El debate de las injurias
No era simple amenaza el anuncio que los principales líderes de la oposición hicieron a través de los medios que profusamente les promocionaron el debate contra el Ministro Carrasquilla, en el sentido que acorralarían al gobierno y propiciarían la caída del funcionario, pretendiendo cobrar así el primer trofeo en el escenario del Congreso.
Quienes presenciamos el desarrollo del debate y por lo tanto pudimos formarnos un juicio personal y directo, sin la influencia manipuladora de los medios, de las redes sociales o de terceros; sacaremos nuestras propias conclusiones objetivas e imparciales.
En mi caso, respetando la opinión de mis amables lectores, debo decir que era clara la estrategia dirigida a desestabilizar al gobierno, pretendiendo tumbar al Ministro, pues Carrasquilla es vital en el equipo de gobierno por su conocimiento y probada experiencia, cuando su gestión comienza por abordar el enorme hueco fiscal heredado del gobierno Santos, al punto que el presupuesto del 2019 tiene un faltante de 26 BILLONES de pesos.
Nadie puede desconocer el derecho de la oposición a ejercer el control político, pero el sesgo desestabilizador fue inocultable, al punto que no hubo evidencias contundentes sobre la presunta falta ética o de corrupción en la actuación del ministro hace 11 años, razón por la cual es válido afirmar que abundaron las injurias.

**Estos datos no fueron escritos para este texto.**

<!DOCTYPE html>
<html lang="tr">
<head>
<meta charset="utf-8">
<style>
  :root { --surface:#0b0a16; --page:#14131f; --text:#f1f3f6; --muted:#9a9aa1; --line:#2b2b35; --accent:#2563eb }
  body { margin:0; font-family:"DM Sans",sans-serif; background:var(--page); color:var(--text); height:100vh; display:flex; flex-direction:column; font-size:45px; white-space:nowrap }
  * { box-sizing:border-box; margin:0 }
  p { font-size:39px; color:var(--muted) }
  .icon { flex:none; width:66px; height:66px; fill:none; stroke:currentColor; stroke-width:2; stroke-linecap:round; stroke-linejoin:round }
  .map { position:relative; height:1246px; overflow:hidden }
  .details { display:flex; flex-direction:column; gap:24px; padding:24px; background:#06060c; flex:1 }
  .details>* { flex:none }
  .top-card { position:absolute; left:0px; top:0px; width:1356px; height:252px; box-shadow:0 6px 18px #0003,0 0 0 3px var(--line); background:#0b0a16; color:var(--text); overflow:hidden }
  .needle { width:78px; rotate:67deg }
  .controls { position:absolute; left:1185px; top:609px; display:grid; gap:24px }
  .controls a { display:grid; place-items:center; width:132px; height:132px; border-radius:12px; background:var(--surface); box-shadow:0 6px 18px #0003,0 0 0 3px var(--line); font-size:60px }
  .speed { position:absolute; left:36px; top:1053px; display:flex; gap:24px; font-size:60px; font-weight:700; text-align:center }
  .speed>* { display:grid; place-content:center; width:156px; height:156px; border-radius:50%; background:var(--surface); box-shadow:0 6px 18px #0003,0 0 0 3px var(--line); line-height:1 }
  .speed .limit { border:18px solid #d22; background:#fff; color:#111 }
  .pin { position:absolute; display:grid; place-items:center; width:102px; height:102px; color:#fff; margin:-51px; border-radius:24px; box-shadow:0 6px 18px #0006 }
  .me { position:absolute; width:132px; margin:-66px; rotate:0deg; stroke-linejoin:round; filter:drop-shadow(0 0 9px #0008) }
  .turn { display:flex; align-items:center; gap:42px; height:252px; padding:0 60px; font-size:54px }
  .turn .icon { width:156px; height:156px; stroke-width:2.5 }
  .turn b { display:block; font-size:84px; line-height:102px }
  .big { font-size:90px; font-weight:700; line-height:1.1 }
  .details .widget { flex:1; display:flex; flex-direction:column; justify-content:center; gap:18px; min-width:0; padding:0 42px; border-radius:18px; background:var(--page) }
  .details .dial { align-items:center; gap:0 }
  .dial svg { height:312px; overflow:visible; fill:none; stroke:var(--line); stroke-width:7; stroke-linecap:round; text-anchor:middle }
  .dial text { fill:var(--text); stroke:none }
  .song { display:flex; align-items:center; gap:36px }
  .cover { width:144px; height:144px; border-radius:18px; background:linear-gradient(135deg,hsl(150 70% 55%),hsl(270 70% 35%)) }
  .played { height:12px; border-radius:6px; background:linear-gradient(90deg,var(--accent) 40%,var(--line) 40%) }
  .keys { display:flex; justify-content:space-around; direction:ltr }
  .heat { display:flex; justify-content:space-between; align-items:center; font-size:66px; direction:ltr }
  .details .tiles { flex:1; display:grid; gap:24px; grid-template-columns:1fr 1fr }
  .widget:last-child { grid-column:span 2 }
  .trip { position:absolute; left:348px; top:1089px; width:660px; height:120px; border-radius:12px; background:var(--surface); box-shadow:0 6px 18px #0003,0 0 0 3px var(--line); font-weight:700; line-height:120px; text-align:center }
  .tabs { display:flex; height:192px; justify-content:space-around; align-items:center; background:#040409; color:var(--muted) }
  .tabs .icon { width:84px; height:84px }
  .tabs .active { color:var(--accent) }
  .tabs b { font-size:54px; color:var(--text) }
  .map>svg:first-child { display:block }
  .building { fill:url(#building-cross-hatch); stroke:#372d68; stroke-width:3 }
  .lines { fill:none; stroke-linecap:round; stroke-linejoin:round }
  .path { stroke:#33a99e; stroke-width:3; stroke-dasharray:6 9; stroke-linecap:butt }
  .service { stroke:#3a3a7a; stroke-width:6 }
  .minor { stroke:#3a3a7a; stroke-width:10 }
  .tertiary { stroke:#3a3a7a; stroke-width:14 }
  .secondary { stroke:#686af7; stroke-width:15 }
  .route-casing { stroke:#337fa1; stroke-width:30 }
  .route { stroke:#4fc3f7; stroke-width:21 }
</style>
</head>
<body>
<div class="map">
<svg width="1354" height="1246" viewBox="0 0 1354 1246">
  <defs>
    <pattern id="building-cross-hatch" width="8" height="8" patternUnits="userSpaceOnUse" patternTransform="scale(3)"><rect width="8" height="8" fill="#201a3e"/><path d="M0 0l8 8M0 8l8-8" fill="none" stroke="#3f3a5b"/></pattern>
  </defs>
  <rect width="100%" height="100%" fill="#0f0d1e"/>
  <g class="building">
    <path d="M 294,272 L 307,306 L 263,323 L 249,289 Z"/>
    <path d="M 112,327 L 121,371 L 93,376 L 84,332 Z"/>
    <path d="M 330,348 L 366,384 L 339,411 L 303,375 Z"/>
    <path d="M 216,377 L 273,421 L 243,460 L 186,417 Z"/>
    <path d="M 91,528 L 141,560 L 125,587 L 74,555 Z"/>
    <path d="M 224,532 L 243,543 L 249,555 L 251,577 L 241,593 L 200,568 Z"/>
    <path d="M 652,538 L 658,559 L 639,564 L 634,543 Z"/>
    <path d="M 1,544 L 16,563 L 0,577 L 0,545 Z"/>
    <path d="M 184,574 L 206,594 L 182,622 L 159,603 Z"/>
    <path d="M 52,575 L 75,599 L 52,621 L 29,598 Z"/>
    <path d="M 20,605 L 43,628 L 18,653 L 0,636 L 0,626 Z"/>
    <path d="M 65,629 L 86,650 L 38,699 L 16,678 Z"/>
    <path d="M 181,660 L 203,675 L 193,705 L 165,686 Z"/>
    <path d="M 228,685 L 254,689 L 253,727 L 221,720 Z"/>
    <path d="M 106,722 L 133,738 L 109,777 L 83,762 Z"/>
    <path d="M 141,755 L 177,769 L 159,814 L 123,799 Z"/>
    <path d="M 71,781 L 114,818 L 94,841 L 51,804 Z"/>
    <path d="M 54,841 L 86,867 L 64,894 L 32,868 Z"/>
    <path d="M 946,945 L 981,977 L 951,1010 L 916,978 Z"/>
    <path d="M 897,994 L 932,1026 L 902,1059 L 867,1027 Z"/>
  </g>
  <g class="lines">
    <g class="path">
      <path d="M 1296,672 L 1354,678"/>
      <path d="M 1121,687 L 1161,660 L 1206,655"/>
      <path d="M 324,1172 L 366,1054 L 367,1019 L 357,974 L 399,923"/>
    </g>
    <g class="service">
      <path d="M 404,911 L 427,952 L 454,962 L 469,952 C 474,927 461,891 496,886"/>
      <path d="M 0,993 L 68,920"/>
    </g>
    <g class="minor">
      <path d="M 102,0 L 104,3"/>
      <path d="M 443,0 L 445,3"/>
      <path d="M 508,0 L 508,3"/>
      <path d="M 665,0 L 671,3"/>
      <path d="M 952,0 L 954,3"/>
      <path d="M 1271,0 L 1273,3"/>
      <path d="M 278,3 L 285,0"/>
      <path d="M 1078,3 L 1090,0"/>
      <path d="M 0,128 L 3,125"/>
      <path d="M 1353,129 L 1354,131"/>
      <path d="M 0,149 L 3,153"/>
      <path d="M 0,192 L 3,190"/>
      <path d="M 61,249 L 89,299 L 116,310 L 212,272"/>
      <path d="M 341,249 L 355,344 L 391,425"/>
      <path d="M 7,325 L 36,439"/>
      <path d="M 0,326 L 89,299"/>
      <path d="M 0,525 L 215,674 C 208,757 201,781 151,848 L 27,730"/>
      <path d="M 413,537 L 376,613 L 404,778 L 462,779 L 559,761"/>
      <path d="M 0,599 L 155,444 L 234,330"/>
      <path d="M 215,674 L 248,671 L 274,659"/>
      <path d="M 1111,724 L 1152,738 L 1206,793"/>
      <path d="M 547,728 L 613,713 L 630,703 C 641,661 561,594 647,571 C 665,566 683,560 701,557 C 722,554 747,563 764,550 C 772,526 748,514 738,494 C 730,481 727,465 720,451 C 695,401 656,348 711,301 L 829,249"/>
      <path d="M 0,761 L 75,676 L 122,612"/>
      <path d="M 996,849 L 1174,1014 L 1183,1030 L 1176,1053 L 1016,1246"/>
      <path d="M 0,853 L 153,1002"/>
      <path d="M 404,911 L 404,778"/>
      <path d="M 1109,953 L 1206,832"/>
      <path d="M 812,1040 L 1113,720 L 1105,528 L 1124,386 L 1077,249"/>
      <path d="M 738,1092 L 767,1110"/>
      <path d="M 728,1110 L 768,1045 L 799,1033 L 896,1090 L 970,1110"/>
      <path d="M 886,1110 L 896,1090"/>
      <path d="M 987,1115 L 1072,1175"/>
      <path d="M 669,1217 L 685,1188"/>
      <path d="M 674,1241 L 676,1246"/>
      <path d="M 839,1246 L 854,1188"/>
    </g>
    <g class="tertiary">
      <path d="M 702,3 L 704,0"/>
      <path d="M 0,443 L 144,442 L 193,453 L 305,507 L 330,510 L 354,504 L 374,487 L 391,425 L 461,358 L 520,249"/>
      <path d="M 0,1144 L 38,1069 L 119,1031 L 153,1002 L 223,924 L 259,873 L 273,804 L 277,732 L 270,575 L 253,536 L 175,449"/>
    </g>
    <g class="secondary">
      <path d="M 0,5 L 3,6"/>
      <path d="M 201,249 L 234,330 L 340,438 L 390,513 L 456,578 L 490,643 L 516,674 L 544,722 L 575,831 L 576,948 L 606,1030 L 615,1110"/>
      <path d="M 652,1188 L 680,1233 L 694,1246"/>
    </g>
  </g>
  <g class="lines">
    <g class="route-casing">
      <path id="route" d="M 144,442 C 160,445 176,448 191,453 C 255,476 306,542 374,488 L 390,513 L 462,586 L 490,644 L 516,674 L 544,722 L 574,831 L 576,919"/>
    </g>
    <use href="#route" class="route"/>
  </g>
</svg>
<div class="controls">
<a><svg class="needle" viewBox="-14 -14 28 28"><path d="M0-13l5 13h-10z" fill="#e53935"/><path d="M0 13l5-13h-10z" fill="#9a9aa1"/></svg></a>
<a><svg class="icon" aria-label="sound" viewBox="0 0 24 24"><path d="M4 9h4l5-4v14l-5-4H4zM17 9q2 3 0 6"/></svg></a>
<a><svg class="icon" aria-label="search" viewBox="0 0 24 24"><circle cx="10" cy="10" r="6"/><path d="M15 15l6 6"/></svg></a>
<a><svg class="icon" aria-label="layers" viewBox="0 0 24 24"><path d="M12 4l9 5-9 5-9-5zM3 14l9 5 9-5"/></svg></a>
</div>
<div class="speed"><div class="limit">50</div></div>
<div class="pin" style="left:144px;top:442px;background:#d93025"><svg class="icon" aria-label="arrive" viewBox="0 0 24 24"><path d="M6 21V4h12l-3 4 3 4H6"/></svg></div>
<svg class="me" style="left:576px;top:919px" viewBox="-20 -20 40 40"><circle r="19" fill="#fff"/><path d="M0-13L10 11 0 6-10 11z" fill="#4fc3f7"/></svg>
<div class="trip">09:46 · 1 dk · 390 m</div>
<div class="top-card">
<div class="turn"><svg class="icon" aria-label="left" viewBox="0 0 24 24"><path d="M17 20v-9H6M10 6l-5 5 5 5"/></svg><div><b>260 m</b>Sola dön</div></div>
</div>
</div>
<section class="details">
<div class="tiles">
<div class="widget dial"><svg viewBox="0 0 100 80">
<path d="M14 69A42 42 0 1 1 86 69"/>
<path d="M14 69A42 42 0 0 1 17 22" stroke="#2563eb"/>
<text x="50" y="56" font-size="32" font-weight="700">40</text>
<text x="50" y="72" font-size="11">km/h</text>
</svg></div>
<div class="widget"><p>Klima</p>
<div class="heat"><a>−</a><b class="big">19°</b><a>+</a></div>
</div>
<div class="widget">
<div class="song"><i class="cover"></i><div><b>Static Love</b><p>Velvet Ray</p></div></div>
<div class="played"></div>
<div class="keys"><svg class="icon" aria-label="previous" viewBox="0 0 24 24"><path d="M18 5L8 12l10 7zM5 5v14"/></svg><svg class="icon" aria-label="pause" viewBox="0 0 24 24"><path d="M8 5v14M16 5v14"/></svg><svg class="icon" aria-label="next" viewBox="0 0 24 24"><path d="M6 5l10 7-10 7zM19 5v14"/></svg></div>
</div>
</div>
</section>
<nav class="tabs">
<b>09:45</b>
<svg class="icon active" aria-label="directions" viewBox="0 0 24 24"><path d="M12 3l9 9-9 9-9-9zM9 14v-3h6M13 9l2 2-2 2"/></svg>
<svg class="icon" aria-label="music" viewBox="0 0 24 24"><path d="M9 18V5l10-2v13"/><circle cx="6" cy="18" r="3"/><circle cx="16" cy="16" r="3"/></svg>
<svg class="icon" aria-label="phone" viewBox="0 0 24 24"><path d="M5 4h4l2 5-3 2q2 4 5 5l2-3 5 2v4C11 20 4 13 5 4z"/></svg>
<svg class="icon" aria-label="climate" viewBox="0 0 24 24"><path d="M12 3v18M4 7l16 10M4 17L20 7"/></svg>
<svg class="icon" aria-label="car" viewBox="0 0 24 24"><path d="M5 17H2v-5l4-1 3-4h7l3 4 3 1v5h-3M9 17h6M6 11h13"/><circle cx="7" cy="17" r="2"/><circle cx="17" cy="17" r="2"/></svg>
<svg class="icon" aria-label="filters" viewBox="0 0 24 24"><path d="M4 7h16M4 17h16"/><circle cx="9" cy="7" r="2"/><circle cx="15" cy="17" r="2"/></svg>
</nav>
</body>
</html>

La intervención del Senador Robledo no sorprendió a nadie pues lo que profusamente había manifestado en los días anteriores se repitió sin variantes. Sus cargos en el sentido que el Ministro aprovecho su gestión para impulsar el acto legislativo que modificó el sistema de participaciones y la ley que permitió a las entidades territoriales la pignoración del 5.25% de tales ingresos para acceder al Plan Nacional de Aguas y de saneamiento básico; así como su posterior intervención como estructurador de los bonos que permitieron el acceso a los recursos financieros para la ejecución de las obras; fueron completamente refutados no solamente por el Ministro sino también por numerosos Senadores afines al gobierno e incluso pertenecientes a quienes se han declarado en independencia frente al ejecutivo.
A su vez la intervención del también Senador del Polo Alexander López fue tan irrelevante que se limitó a endilgar responsabilidades en temas completamente ajenos al que fuera objeto del debate, relacionándolas con el gobierno de Uribe, como una evidencia contundente de su contenido político.
En conclusión, anunciaron con bombos y platillos la pertinencia de una Moción de Censura que claramente no era posible desde el punto de vista constitucional, tal como quedó demostrado con creces a lo largo del debate. Fue tal la pobreza argumentativa y probatoria de los cargos endilgados que con razón y buen humor, un Senador lo sentenció diciendo que “ les había salido el tiro por la culata”.
Con lo ocurrido, es necesario y conveniente señalar que si es así como los opositores van a desarrollar su ejercicio democrático, apelando a la bajeza de las injurias y calumnias, nada bueno habrá de esperarse en el futuro. La política exige mínimos de decencia y de respeto por la dignidad y el honor de las personas, más aún cuando éstas están en orillas ideológicas distintas. Quienes se pavonean como adalides de la lucha anticorrupción flaco servicio le hacen al gran propósito nacional de erradicar este flagelo, apelando a conductas impropias y deshonestas que mancillan impunemente la honra y el buen nombre de sus contradictores.
Sensatez, responsabilidad, tolerancia y compromiso con los más caros intereses nacionales es lo que les exige la hora presente a los congresistas, aún a los de oposición, pues la enorme crisis fiscal, económica, social y ética que padecemos no se podrá superar con ridículos debates cargados de politiquería, oportunismo y demagogia.